Cell proliferation assay
A total of 100 μL suspension containing 3 000 cells were seeded in each well of a 96-well plate. After different treatments for an appropriate time, 10μL cell counting kit-8 reagent (CCK8, Dojindo, Japan) was added to the culture medium at specific time points of 0 h, 24 h, 48 h, 72 h. After incubating for 4 h at 37°C in 5% CO2, the optical density was measured at 450 nm using a microplate reader.
Detection of glucose consumption, lactic acid production and the activity of hexokinase
Cultured primary endometrial stromal cells were trypsinized and counted and then seeded into a 96-well plate. After 24 h, the experiments of glucose consumption, lactic acid production, the activity of hexokinase detection were performed following the manufacturer’s instructions (Solarbio, China).
Extracellular acidification rate (ECAR) detection
1×105 cells were seeded in each well of a 96-well plate. The XF96 extracellular flux kits were pretreated, and the essential medium was prepared. The next day, 175 μL essential medium was added to each well of the 96-well plate which would be incubated in a CO2-free incubator at 37 ℃ for 1 h. In addition, 25 μL D-glucose (10 mM), Oligomycin (1 μM) and 2-DG (50 mM) per well were added into the upper part of XF96 extracellular flux kits, which were put into a seahorse XF96 cellular flux analyzer. After 30 min, the lower layer of the XF96 extracellular flux kits was replaced with the cell plate, and detection was proceeded according to the standard procedures.

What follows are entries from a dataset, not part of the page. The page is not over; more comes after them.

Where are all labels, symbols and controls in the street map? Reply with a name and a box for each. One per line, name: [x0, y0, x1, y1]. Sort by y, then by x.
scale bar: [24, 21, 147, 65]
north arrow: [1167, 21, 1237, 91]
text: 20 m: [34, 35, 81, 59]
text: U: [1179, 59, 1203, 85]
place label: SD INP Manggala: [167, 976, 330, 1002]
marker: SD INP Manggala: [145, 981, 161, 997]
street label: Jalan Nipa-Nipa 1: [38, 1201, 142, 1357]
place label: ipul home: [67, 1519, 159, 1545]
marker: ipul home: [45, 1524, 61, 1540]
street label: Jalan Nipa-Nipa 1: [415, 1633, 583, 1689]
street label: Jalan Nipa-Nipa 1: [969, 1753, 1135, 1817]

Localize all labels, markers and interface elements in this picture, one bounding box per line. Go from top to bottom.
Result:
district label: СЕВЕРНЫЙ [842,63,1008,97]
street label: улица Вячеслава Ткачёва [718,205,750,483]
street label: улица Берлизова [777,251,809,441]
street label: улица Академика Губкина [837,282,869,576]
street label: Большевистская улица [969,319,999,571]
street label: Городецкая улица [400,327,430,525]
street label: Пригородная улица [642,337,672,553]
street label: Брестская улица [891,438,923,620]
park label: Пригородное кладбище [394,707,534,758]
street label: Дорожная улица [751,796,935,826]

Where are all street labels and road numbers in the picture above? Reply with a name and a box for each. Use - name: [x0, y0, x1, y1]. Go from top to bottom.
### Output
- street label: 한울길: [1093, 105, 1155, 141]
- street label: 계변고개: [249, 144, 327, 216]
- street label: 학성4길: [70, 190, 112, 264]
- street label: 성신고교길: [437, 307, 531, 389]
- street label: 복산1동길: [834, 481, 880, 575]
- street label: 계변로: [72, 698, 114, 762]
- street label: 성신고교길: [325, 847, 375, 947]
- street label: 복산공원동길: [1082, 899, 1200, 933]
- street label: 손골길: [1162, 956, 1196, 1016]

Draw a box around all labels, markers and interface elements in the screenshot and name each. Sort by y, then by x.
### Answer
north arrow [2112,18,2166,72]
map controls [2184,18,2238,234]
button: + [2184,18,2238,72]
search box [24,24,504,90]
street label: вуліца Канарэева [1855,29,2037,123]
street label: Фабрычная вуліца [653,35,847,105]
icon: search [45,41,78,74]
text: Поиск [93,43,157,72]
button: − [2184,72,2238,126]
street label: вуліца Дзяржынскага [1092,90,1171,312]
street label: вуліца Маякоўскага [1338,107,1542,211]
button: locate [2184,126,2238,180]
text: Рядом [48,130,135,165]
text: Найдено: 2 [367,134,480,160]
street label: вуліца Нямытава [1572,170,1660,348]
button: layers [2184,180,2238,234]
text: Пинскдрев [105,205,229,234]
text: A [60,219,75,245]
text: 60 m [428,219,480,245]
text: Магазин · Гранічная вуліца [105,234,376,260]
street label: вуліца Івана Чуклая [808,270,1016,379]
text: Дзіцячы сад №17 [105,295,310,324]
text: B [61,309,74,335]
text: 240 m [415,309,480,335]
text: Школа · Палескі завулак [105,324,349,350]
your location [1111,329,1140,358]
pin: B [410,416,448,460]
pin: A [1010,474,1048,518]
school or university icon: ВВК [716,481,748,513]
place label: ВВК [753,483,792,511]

Mice model of endometriosis
The intraperitoneal endometriosis model was constructed according to a previously described method (46) with minor alterations. The uteruses of donor mice were removed and minced, and then injected into recipient mice intraperitoneally. The recipient mice were divided into experimental group and control group randomly. Drug solutions and solvents were intraperitoneally injected into the mice of the experimental group and control group, respectively. All recipient mice were sacrificed 14 days after implantation, and the endometriosis lesions were collected.
Statistical analysis
The statistical analysis was carried out using GraphPad Prism version 6.02. Results are reported as the mean ± SEM from triplicate experiments. Student's t-test and one-way ANOVA were used to analyzed statistics following correction. There was a statistical difference when P < 0.05.